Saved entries
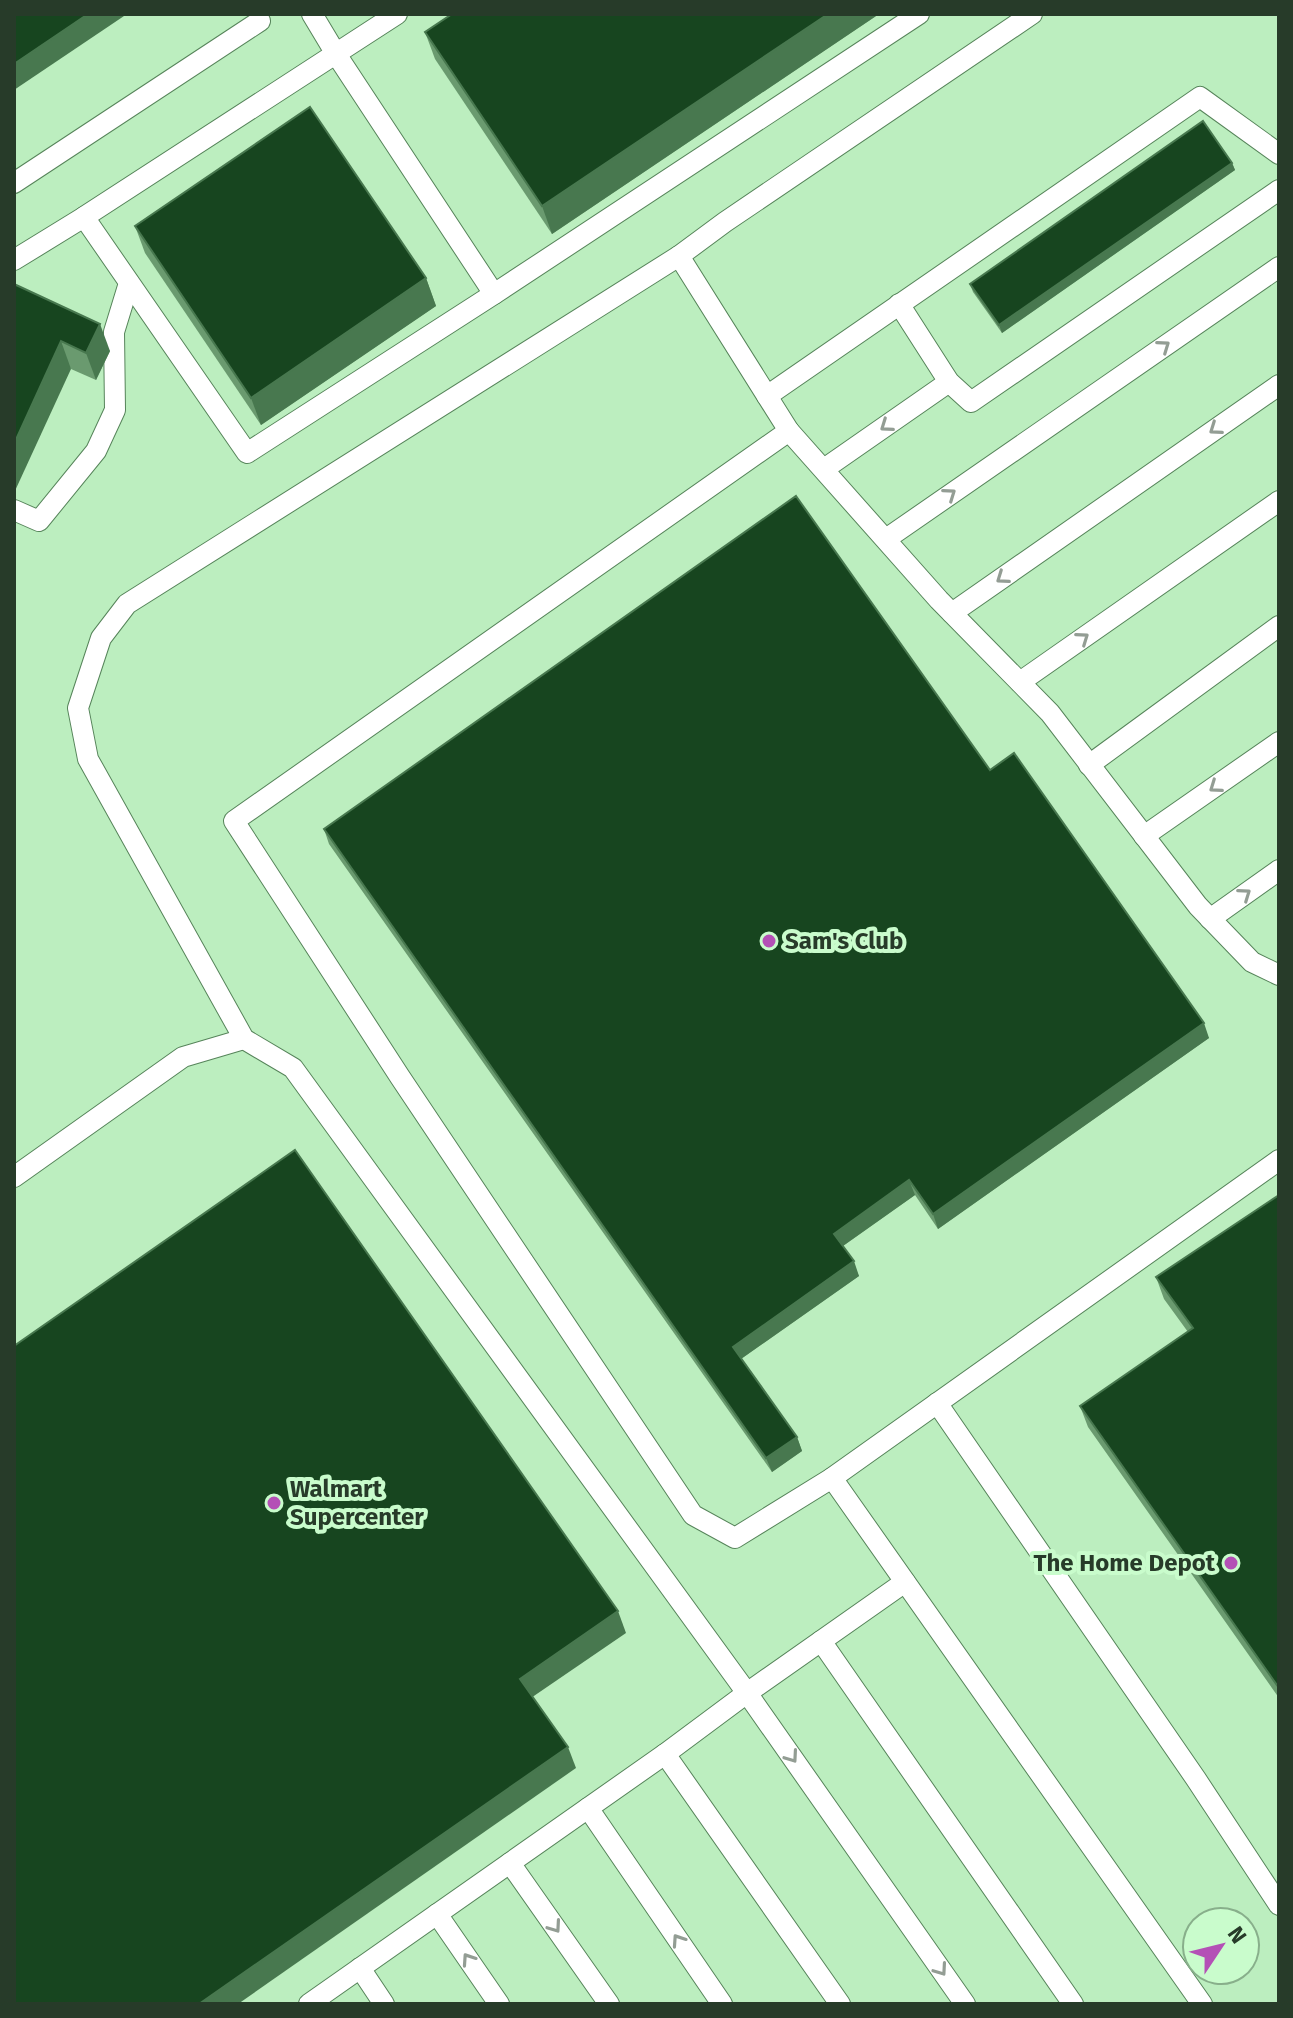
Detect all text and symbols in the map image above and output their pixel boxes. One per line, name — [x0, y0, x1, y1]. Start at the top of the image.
one-way arrow — [1155, 341, 1169, 356]
one-way arrow — [881, 416, 895, 431]
one-way arrow — [1210, 419, 1224, 434]
one-way arrow — [941, 489, 955, 504]
one-way arrow — [996, 568, 1010, 583]
one-way arrow — [1075, 633, 1089, 648]
one-way arrow — [1209, 777, 1223, 792]
one-way arrow — [1236, 889, 1250, 904]
place label: Sam's Club — [785, 927, 903, 955]
marker: Sam's Club — [760, 932, 778, 950]
place label: Walmart Supercenter — [290, 1475, 424, 1531]
marker: Walmart Supercenter — [265, 1494, 283, 1512]
place label: The Home Depot — [1034, 1549, 1216, 1577]
marker: The Home Depot — [1222, 1554, 1240, 1572]
one-way arrow — [782, 1749, 797, 1763]
north arrow — [1181, 1906, 1261, 1986]
one-way arrow — [545, 1918, 560, 1932]
text: N — [1222, 1921, 1252, 1949]
one-way arrow — [673, 1934, 688, 1948]
one-way arrow — [463, 1953, 478, 1967]
one-way arrow — [931, 1962, 946, 1976]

**Task to complete**
Repeat all of the entries above word for word and omit the pictures.

**Exercise output**
Detect all text and symbols in the map image above and output their pixel boxes. One per line, name — [x0, y0, x1, y1]. Start at the top of the image.
one-way arrow — [1155, 341, 1169, 356]
one-way arrow — [881, 416, 895, 431]
one-way arrow — [1210, 419, 1224, 434]
one-way arrow — [941, 489, 955, 504]
one-way arrow — [996, 568, 1010, 583]
one-way arrow — [1075, 633, 1089, 648]
one-way arrow — [1209, 777, 1223, 792]
one-way arrow — [1236, 889, 1250, 904]
place label: Sam's Club — [785, 927, 903, 955]
marker: Sam's Club — [760, 932, 778, 950]
place label: Walmart Supercenter — [290, 1475, 424, 1531]
marker: Walmart Supercenter — [265, 1494, 283, 1512]
place label: The Home Depot — [1034, 1549, 1216, 1577]
marker: The Home Depot — [1222, 1554, 1240, 1572]
one-way arrow — [782, 1749, 797, 1763]
north arrow — [1181, 1906, 1261, 1986]
one-way arrow — [545, 1918, 560, 1932]
text: N — [1222, 1921, 1252, 1949]
one-way arrow — [673, 1934, 688, 1948]
one-way arrow — [463, 1953, 478, 1967]
one-way arrow — [931, 1962, 946, 1976]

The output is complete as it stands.